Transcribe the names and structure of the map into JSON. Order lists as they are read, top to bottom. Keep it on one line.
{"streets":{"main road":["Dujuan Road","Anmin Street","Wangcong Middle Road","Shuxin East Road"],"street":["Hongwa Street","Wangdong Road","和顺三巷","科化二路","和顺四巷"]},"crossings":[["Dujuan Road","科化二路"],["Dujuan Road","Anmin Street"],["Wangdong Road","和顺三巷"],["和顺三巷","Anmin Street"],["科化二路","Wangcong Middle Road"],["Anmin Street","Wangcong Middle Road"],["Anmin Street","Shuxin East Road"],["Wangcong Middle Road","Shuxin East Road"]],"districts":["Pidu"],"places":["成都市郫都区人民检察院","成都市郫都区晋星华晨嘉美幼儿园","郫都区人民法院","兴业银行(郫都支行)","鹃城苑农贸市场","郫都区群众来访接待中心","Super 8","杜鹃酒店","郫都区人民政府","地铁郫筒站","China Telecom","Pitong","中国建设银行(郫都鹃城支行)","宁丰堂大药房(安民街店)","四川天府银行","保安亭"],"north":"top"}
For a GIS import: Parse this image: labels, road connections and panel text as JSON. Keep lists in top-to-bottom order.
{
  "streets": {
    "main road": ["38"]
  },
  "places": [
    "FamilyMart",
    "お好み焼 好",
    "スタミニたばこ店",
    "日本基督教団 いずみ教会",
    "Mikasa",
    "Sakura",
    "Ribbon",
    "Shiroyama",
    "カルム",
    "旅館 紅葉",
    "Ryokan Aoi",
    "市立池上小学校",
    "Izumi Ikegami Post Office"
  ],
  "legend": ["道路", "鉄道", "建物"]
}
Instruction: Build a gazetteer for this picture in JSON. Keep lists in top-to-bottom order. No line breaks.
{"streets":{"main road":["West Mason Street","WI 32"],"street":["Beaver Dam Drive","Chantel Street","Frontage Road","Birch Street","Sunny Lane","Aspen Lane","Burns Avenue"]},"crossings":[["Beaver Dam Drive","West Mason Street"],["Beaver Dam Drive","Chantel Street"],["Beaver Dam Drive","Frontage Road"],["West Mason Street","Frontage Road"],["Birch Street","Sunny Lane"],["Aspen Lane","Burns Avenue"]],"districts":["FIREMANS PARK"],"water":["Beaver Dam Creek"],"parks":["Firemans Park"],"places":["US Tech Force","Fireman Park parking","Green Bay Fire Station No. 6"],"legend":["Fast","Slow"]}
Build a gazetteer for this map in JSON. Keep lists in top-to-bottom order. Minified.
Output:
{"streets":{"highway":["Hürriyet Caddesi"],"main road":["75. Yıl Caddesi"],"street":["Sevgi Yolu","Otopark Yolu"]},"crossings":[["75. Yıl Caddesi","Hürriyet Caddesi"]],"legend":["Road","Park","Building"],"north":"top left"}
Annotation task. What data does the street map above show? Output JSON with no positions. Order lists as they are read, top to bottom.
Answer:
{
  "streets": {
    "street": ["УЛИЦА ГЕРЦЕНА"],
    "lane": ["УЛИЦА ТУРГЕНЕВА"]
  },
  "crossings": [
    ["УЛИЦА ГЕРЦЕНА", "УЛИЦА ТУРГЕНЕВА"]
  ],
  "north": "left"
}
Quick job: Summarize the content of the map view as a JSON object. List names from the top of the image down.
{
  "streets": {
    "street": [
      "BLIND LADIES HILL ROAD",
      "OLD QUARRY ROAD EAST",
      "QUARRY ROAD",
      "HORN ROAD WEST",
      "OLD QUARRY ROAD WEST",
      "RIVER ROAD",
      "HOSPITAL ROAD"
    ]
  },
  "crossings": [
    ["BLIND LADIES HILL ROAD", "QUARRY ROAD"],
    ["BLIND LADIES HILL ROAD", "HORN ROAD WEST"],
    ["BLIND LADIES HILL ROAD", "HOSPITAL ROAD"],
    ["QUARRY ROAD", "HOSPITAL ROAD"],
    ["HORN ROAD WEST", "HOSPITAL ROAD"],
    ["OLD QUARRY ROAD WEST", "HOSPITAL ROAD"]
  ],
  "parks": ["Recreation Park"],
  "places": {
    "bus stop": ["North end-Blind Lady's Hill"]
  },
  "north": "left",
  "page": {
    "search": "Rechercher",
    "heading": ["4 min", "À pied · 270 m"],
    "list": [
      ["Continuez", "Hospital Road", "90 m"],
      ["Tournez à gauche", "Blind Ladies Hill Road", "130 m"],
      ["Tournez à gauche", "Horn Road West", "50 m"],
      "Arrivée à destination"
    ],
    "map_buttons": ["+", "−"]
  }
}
========================================
* [PROBLEM TO WORK ON] In the data above, repeat exactly each line from the first through the line that contains "Build a gazetteer for this map", and give nothing else.

* [SOLUTION TO THIS PROBLEM]
Transcribe the names and structure of the map into JSON. Order lists as they are read, top to bottom. Keep it on one line.
{"streets":{"main road":["Dujuan Road","Anmin Street","Wangcong Middle Road","Shuxin East Road"],"street":["Hongwa Street","Wangdong Road","和顺三巷","科化二路","和顺四巷"]},"crossings":[["Dujuan Road","科化二路"],["Dujuan Road","Anmin Street"],["Wangdong Road","和顺三巷"],["和顺三巷","Anmin Street"],["科化二路","Wangcong Middle Road"],["Anmin Street","Wangcong Middle Road"],["Anmin Street","Shuxin East Road"],["Wangcong Middle Road","Shuxin East Road"]],"districts":["Pidu"],"places":["成都市郫都区人民检察院","成都市郫都区晋星华晨嘉美幼儿园","郫都区人民法院","兴业银行(郫都支行)","鹃城苑农贸市场","郫都区群众来访接待中心","Super 8","杜鹃酒店","郫都区人民政府","地铁郫筒站","China Telecom","Pitong","中国建设银行(郫都鹃城支行)","宁丰堂大药房(安民街店)","四川天府银行","保安亭"],"north":"top"}
For a GIS import: Parse this image: labels, road connections and panel text as JSON. Keep lists in top-to-bottom order.
{
  "streets": {
    "main road": ["38"]
  },
  "places": [
    "FamilyMart",
    "お好み焼 好",
    "スタミニたばこ店",
    "日本基督教団 いずみ教会",
    "Mikasa",
    "Sakura",
    "Ribbon",
    "Shiroyama",
    "カルム",
    "旅館 紅葉",
    "Ryokan Aoi",
    "市立池上小学校",
    "Izumi Ikegami Post Office"
  ],
  "legend": ["道路", "鉄道", "建物"]
}
Instruction: Build a gazetteer for this picture in JSON. Keep lists in top-to-bottom order. No line breaks.
{"streets":{"main road":["West Mason Street","WI 32"],"street":["Beaver Dam Drive","Chantel Street","Frontage Road","Birch Street","Sunny Lane","Aspen Lane","Burns Avenue"]},"crossings":[["Beaver Dam Drive","West Mason Street"],["Beaver Dam Drive","Chantel Street"],["Beaver Dam Drive","Frontage Road"],["West Mason Street","Frontage Road"],["Birch Street","Sunny Lane"],["Aspen Lane","Burns Avenue"]],"districts":["FIREMANS PARK"],"water":["Beaver Dam Creek"],"parks":["Firemans Park"],"places":["US Tech Force","Fireman Park parking","Green Bay Fire Station No. 6"],"legend":["Fast","Slow"]}
Build a gazetteer for this map in JSON. Keep lists in top-to-bottom order. Minified.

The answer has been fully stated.